1)      A color is selected

2)      All attractor points of the links of this color point at the links’ center of gravity (the average position).  This may involve kinking connections that are already made.

3)      Move the atom complexes towards each other (just a little bit) so as to reduce the difference between the position of the attractor points and the center of gravity.

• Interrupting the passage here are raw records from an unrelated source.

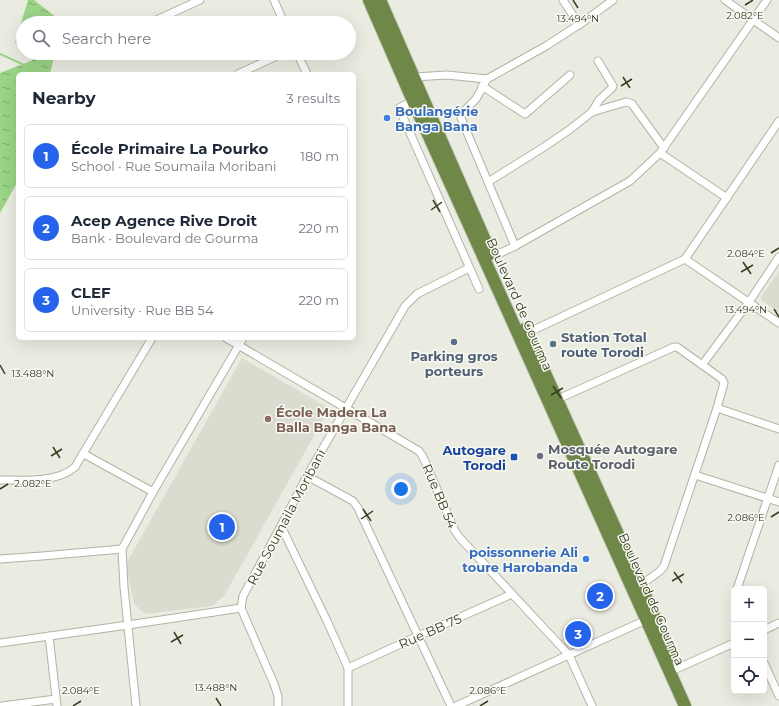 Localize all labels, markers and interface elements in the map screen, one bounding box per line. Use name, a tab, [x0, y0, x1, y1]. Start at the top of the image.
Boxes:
text: 2.082°E	[726, 9, 764, 22]
text: 13.494°N	[557, 12, 599, 25]
search box	[16, 16, 356, 60]
icon: search	[30, 27, 52, 49]
text: Search here	[62, 29, 151, 48]
text: Nearby	[32, 88, 96, 108]
text: 3 results	[286, 90, 340, 106]
place label: Boulangérie Banga Bana	[395, 103, 478, 134]
marker: Boulangérie Banga Bana	[382, 113, 392, 123]
text: École Primaire La Pourko	[71, 139, 268, 158]
text: 1	[43, 148, 49, 164]
text: 180 m	[300, 148, 339, 164]
text: School · Rue Soumaila Moribani	[71, 158, 277, 174]
text: Acep Agence Rive Droit	[71, 211, 257, 230]
text: 2	[42, 220, 50, 236]
text: 220 m	[298, 220, 339, 236]
text: Bank · Boulevard de Gourma	[71, 230, 258, 246]
street label: Boulevard de Gourma	[484, 235, 556, 373]
text: 2.084°E	[727, 247, 765, 260]
text: CLEF	[71, 283, 111, 302]
text: 3	[42, 292, 50, 308]
text: 220 m	[298, 292, 339, 308]
text: University · Rue BB 54	[71, 302, 214, 318]
text: 13.494°N	[725, 303, 767, 316]
place label: Station Total route Torodi	[561, 329, 647, 360]
marker: Parking gros porteurs	[449, 337, 459, 347]
marker: Station Total route Torodi	[548, 339, 558, 349]
place label: Parking gros porteurs	[410, 348, 498, 379]
text: 13.488°N	[11, 367, 55, 380]
place label: École Madera La Balla Banga Bana	[276, 404, 396, 435]
marker: École Madera La Balla Banga Bana	[263, 414, 273, 424]
place label: Mosquée Autogare Route Torodi	[548, 441, 677, 472]
place label: Autogare Torodi	[441, 442, 506, 473]
street label: Rue Soumaila Moribani	[243, 446, 329, 588]
marker: Mosquée Autogare Route Torodi	[535, 451, 545, 461]
marker: Autogare Torodi	[509, 452, 519, 462]
street label: Rue BB 54	[419, 461, 461, 531]
text: 2.082°E	[14, 477, 52, 490]
your location	[391, 479, 411, 499]
text: 2.086°E	[727, 511, 765, 524]
pin: 1	[209, 512, 235, 542]
street label: Boulevard de Gourma	[616, 530, 688, 668]
place label: poissonnerie Ali toure Harobanda	[462, 544, 578, 575]
marker: poissonnerie Ali toure Harobanda	[581, 554, 591, 564]
pin: 2	[587, 581, 613, 611]
map controls	[731, 586, 767, 694]
button: +	[731, 586, 767, 622]
street label: Rue BB 75	[396, 610, 464, 652]
pin: 3	[565, 619, 591, 649]
button: −	[731, 622, 767, 658]
button: locate	[731, 658, 767, 694]
text: 13.488°N	[194, 681, 238, 694]
text: 2.084°E	[62, 684, 100, 697]
text: 2.086°E	[469, 684, 507, 697]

4)      Adjust the position of all un-linked links on each atom affected.

 

The scattering movement of atoms

 

The scatter-gather process starts with a random distribution of atoms into a manifold where relative location of all the atoms can be co determined.  As the gather process occurs there is a tendency to have everything move towards a common universal center of gravity.  This tendency to collapse into a single mass must be over come with a diffusion process. 

 

Cosmology identifies a similar problem in the organization of the universe by both diffusion and escapement processes.  The notion of escapement (of an fast organization scale) leads one into the quasi axiomatic theory:

 

http://www.bcngroup.org/area3/pprueitt/kmbook/Chapter9.htm

 

and the voting procedures:

 

http://www.bcngroup.org/area3/pprueitt/kmbook/Appendix.htm

 

To solve this problem we need a few constructions in the computer code.  First all of the links and atoms have to be active objects, with sufficient properties to remember locations, connections and link positions.   Active object also allows us to hide properties such as name tags so that the display is not cluttered with information. 

 

The current Event Browser (version 1.0.3) has all of the necessary plumbing. 

 

Before discussing the diffusion process, we should first consider why diffusion is not necessary in the scatter-gather to the circle.  First, the scatter-gather to the circle is informationally simple.  One can make this process more complex but it is not yet necessary to detail how this would be useful.  Second, the scatter-gather to the circle is on a manifold that has no boundary with no preferred starting point.  This means that a gather is also a diffusion process. 

 

This property of having no preferred starting point tells us how we have to adjust the event chemistry dynamics.  We need to have a diffusion field that is computed for each atom and then all of these fields added together to provide a tension on the manifold.  This tension is the diffusion field.  As long as there is gathering movement, then the diffusion field will push everything apart with equal power. 

 


Development effort to provide the final event chemistry

 

The end of the financial year often puts R&D efforts in a bind.  This has been true for our effort also.  Funding stopped for us on November 29th, 2001 and funding restart is not expected until new arrangements are made.

 

The Event Browser is almost fully designed and about 40% coded.  The interactions between the SLIP Technology Browser and the Event Browser are about 80% completed.  The SLIP technology Browser and the SLIP Warehouse Browser are fully operational (as of December 3rd, 2001)

 

We estimate that a solid two months of work is required to complete the seamless integration of the suite of three browsers. 

 

Due to economic considerations, OSI is willing to make almost any arrangement in order to complete the work.  However, the one rule is that OSI placing into the public domain all new Intellectual property as soon as it is created. 

 

In the next exercise, we will look at the use of the SLIP Technology to create a semantic index between documents.  A test set has been developed for this purpose:

 

http://www.ontologystream.com/IRRTest/Evaluation/sl/bead1.htm

 

What we hope is that this application will be seen useful to investment decision-making that involves careful examination of the relationship between themes in corporation stockholder reports.  A second application of the SLIP Text Examination technology is to be made with a test set of Intellectual Property disclosures.